Nirgends habe ich eine solche Ruhe erlebt, wie in den Hinterhöfen Kleinbasels. Kein Vergleich zum Lärm der Kuhglocken, Schützenvereine, Hundezuchten, Rasenmähern, Kirchengeläut und vorallem Autolärm auf dem Land. Die Strassen sind vergleichsweise sauber, wird doch jeden Tag geputzt. Auf dem Land ist Barfusslaufen im Sommer eine Tortur, in Basel herrlich. Nicht zu vergessen, das seit dem Umbau noch beliebtere Rheinufer. Tausende vergnügen sich da an lauen Abenden, und hätte es wieder ein kleines Depot auf den Gebinden, wäre das Liegenlassen von Abfall längst vorbei.

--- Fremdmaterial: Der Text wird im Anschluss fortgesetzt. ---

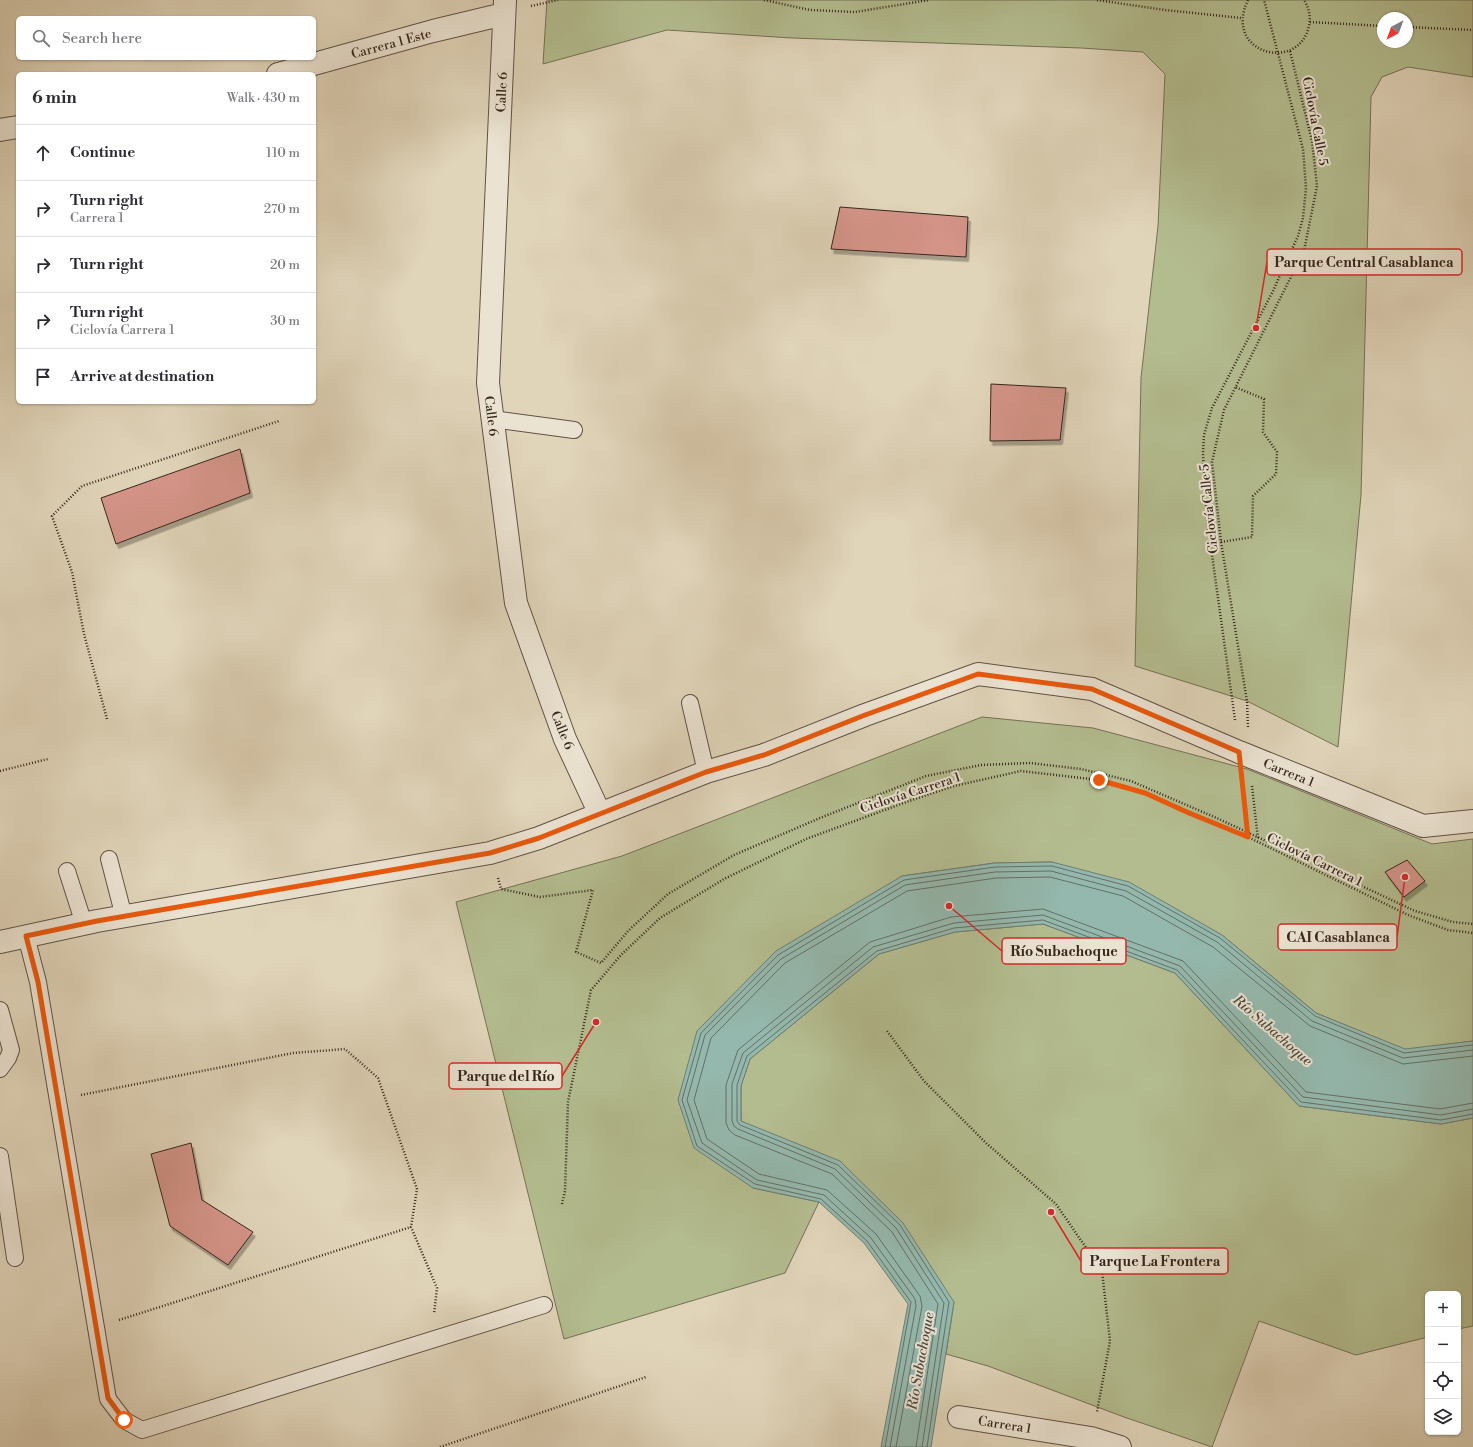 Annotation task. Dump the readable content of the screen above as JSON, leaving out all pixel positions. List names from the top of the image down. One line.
{"streets":{"street":["Carrera 1 Este","Calle 6","Carrera 1"],"path":["Ciclovía Calle 5","Ciclovía Carrera 1"]},"crossings":[["Carrera 1 Este","Calle 6"],["Calle 6","Carrera 1"],["Ciclovía Calle 5","Carrera 1"],["Ciclovía Calle 5","Ciclovía Carrera 1"]],"water":["Río Subachoque"],"places":["Parque Central Casablanca","CAI Casablanca","Río Subachoque","Parque del Río","Parque La Frontera"],"north":"bottom left","page":{"search":"Search here","heading":["6 min","Walk · 430 m"],"list":[["Continue","110 m"],["Turn right","Carrera 1","270 m"],["Turn right","20 m"],["Turn right","Ciclovía Carrera 1","30 m"],"Arrive at destination"],"map_buttons":["+","−"]}}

Natürlich gibt es auch Probleme, wo Menschen nahe beieinander Wohnen, wo die Mieten günstig sind, wo der Unterschied zwischen arm und reich gross ist und nicht alle die gleichen Bedürfnisse haben. Meine Erfahrung war aber bisher, dass man – ohne gleich die Polizei zu rufen – die Sache selbst in die Hand nahm und eine Lösung fand, wie man nebeneinander Leben kann. Akute Gewaltverbrechen natürlich ausgeschlossen!

Was fehlt dem Kleinbasel also? Meiner Meinung nach darf die Feldbergstrasse noch einige Bars und Clubs mehr haben, ein grosses, vielfältiges Kulturzentrum kann sich nach dem Auszug der FHNW und der Ateliers auf dem Kasernenareal etablieren. In den langen Erlen sollen Gebiete ausgeschieden werden, auf denen man feiern darf. Und der ganze Verkehr auf Hauptachsen wie Feldberg-, Klybeckstrasse, Riehenring und der Osttangente sollte unterirdisch geführt werden.

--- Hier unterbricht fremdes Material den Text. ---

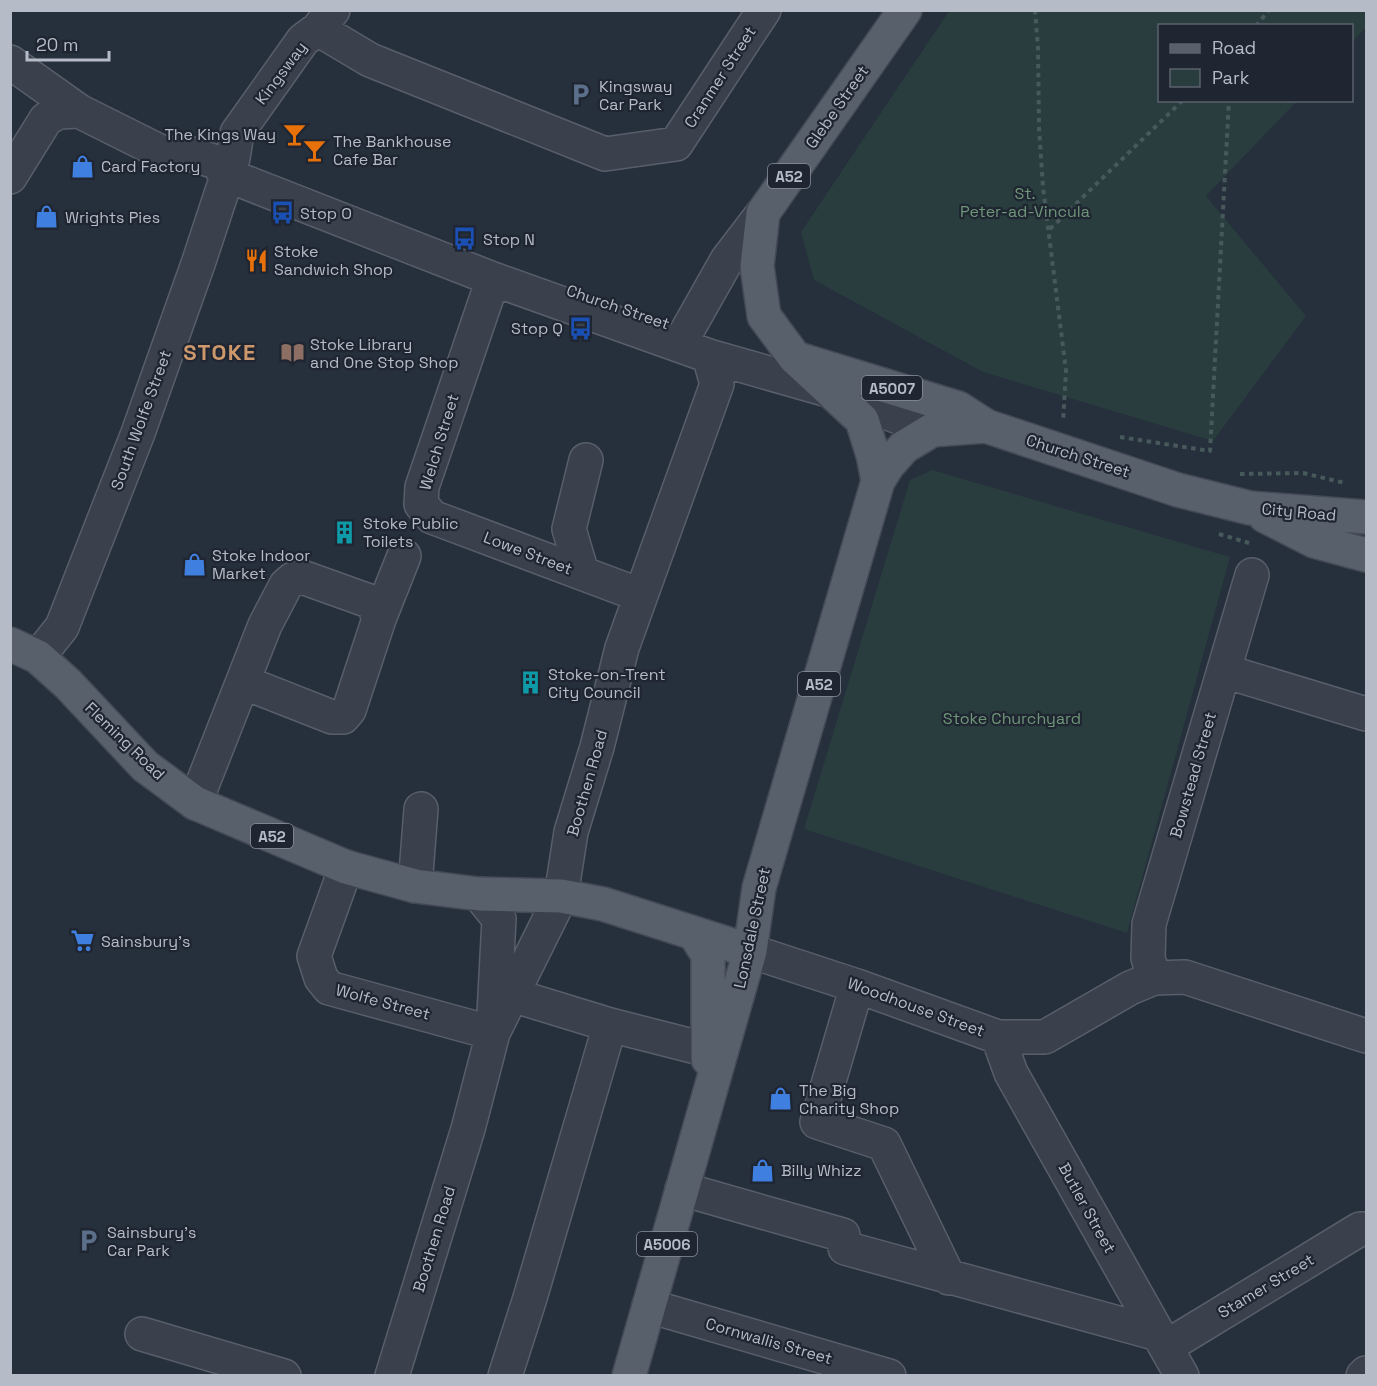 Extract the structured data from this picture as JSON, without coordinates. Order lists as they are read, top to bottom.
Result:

Basel darf an den Aufgaben wachsen

Stellen sie sich diese Strassen einmal als grosszügige Boulevards vor. Im Unterirdischen Tunnel könnten dann die Autofahrer 50km/h fahren, so lange sie wollen, und parkieren, wo es gerade passt. Es ist Zeit die Strassen wieder zurückzugewinnen, im Gegenzug aber nicht die nötige Infrastruktur abzubauen. Beides ist möglich, man muss die Sache halt in die Hand nehmen und zusammen eine Lösung finden. Basel darf an den Aufgaben wachsen, die sich heute und in Zukunft stellen.

Schlussendlich ist die ganze Kleinbasel-Diskussion eine Luxusdiskussion. Weshalb muss man Stadtteile gegeneinander ausspielen? Das ist so unsinnig, wie die Kantone Baselland und Basel-Stadt oder die anderen vielen politischen Grenzen in unserer Region. Vernünftiger wäre, seine Energie für eine politische Einheit der ganzen Region – über Gemeinde-, Kantons- und Landesgrenzen hinweg – zu verschwenden, damit jeder und jede ohne bürokratische Hürden selbst bestimmen kann, wo es am besten gefällt, wo sich die Politik den Menschen anpasst, nicht umgekehrt. Kooperation war und ist der grosse evolutionäre Vorteil, der uns Menschen hervorgebracht hat und auch uns 3-Ländler (Plus die über 100 anderen Nationen) verbindet am Ende mehr, als uns trennt.